The complete project doesn't fit into the Uno flash memory. To run it, comment out less important functions in setup and loop and the builder leaves the code out.

Project log

2017/4 First board used in this project was Uno WiFi.

2018/5 Next board was Wemos D1 R2 esp8266.

2018/8 I wanted Ethernet and 32 bit MCU. I moved to Crowduino MO -SD with Ethernet Shield

2019/1 ENC28J60 Ethernet module

2019/5 secondary Fronius Smart Meter measures the heater for Fronius Solarweb

2019/6 I replaced the Kemo modules with the AC 'dimmer' module

2019/9 AVR ATmega1284p board and Ethernet Shield with W5500 (Seeed version with low profile RJ-45 connector)
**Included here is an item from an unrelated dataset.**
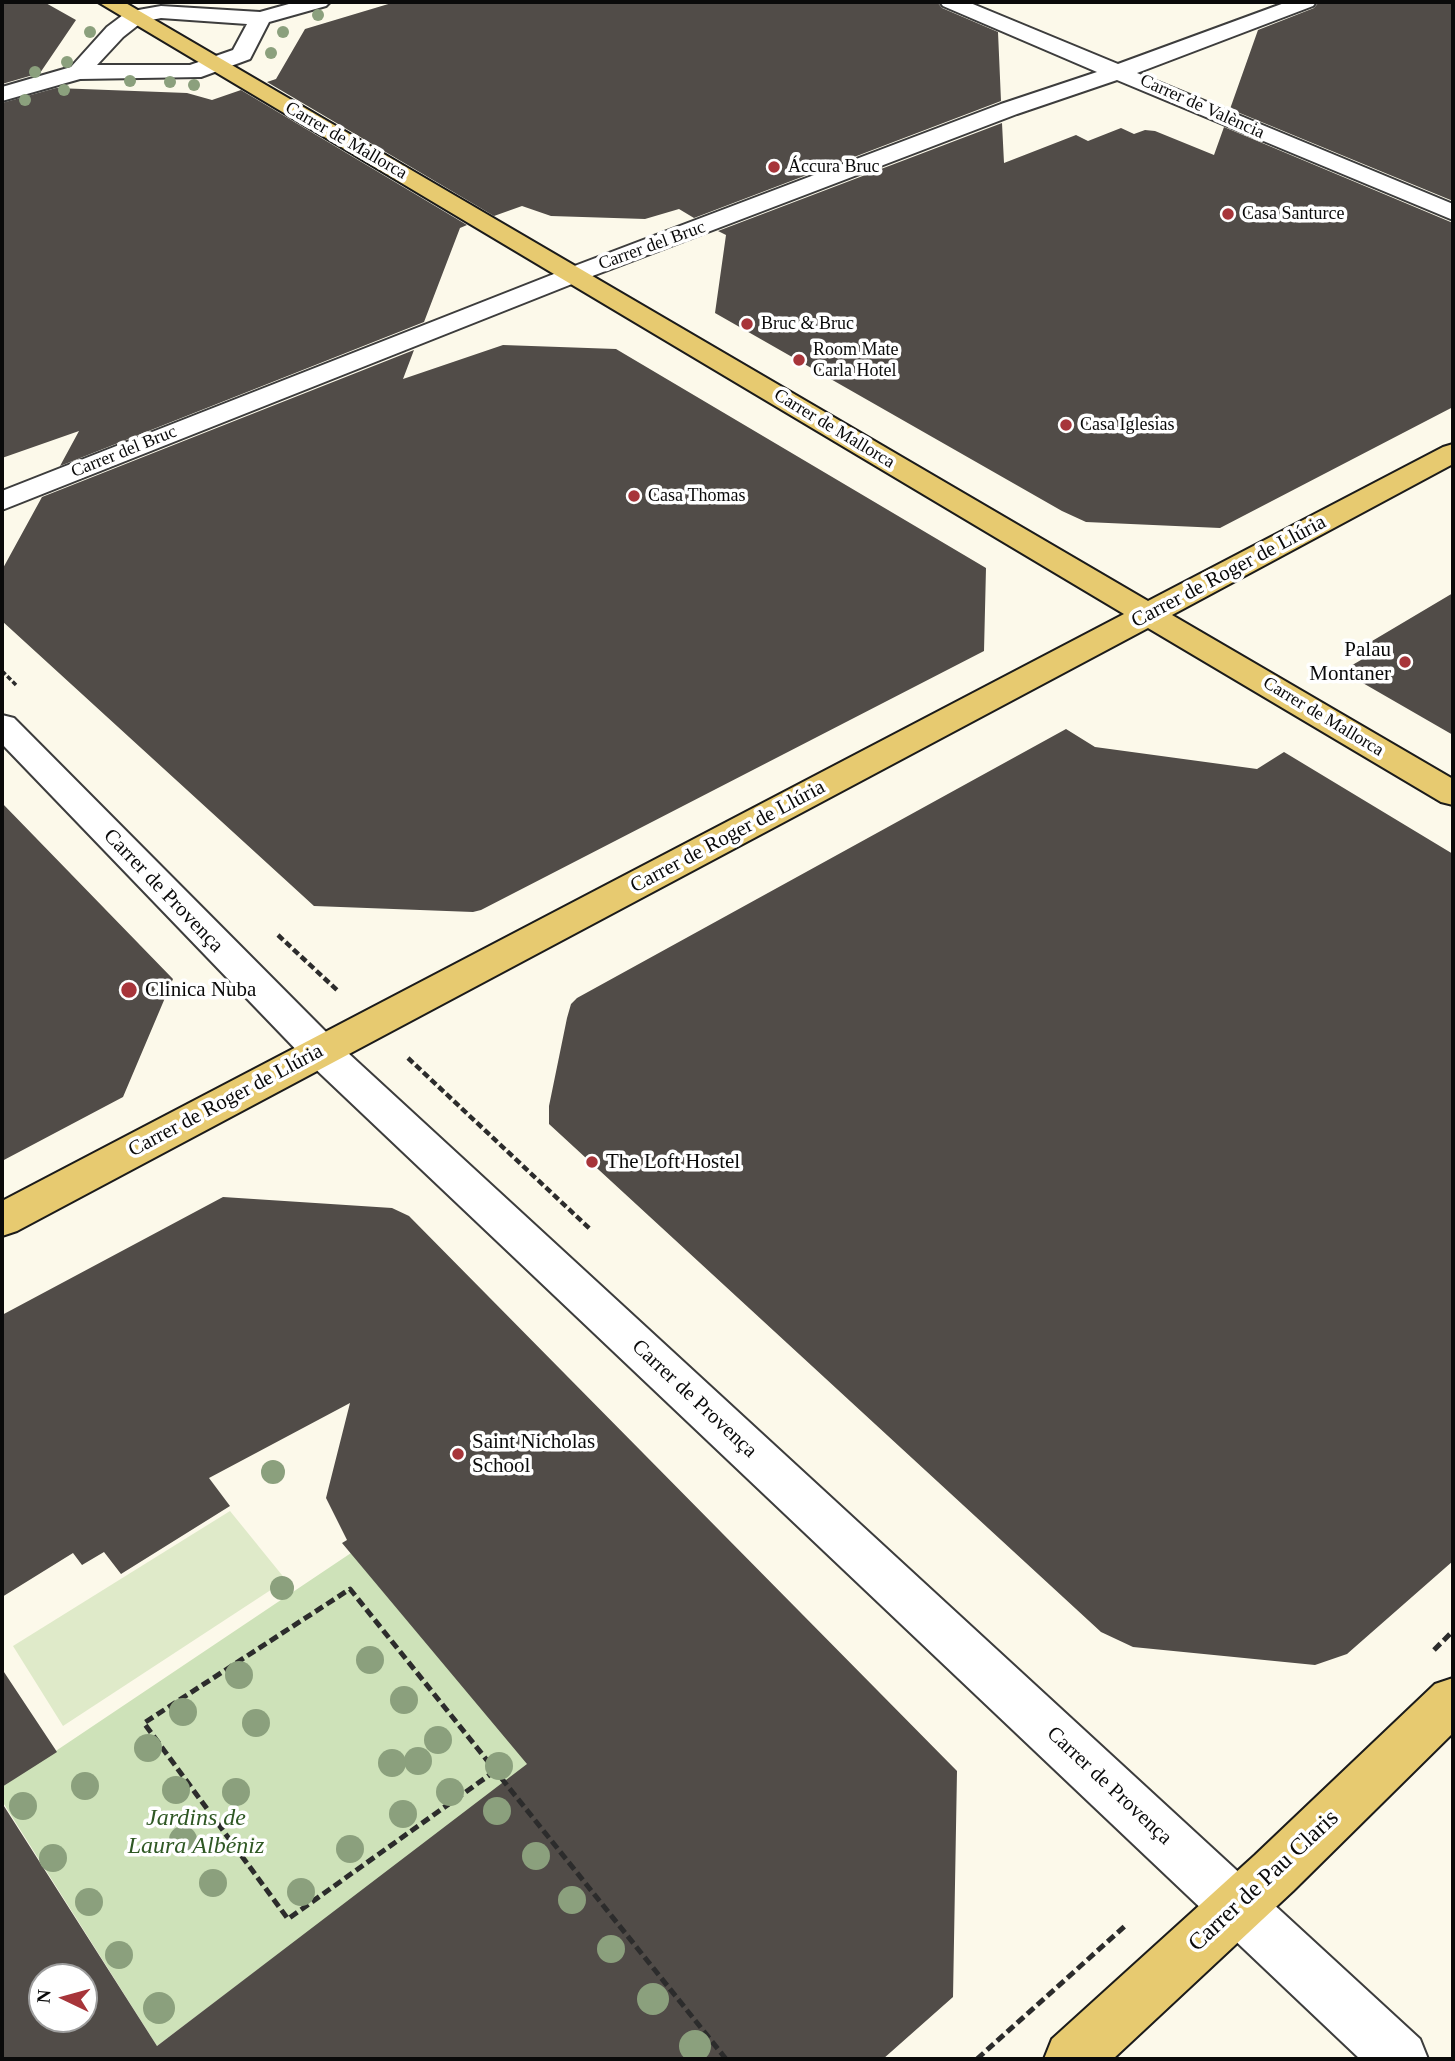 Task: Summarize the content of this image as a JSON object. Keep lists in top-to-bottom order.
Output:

2019/10 Grove Electricity Sensor CT replaced with ACS712 and Grove I2C ADC removed

2020/05 I bought Blynk points and updated the Blynk dashboard and I added charts

2020/10 I removed the temperature sensor which measured the main heating temperature for 'valves back' function. The temperature is now retrieved over network from the EMS-ESP Arduino, which adds IoT monitoring to my Buderus boiler.

2020/10 I removed code for esp8266 and nRF51 and code for power control over PWM with Kemo modules

2020/-- GitHub user stealth-ultd built his version of Regulator.

2021/02 I added extra relay for circ. pump to solve EMI from the pump motor at main relay switching

2021/03 ExtHeater.ino for more surplus consumption

2022/04 Removed separate circulation pump relay. It didn't solve EMI, which caused resets. 'Main' relay now controls only pump and valves so Triac module's ZC detector can detect zero crossing to time switching of the 'main' relay. The 2A Grove SSR module can now be the 'main' relay. EMI is solved.

2022/07 Networking with Grove UART WiFi (esp8266) on Serial with my WiFiEspAT library and ESP_ATMod sketch as firmware.

2022/08 Arduino Nano 33 IoT experiment.

2022/09 MKR Connector Carrier experiment with MKR1000 with WiFi101 library.

2023

I have no more surplus electricity because I can get back up to 2 MW of electricity fed to the network. They call it 'virtual battery'. It will likely cause downsizing of this project.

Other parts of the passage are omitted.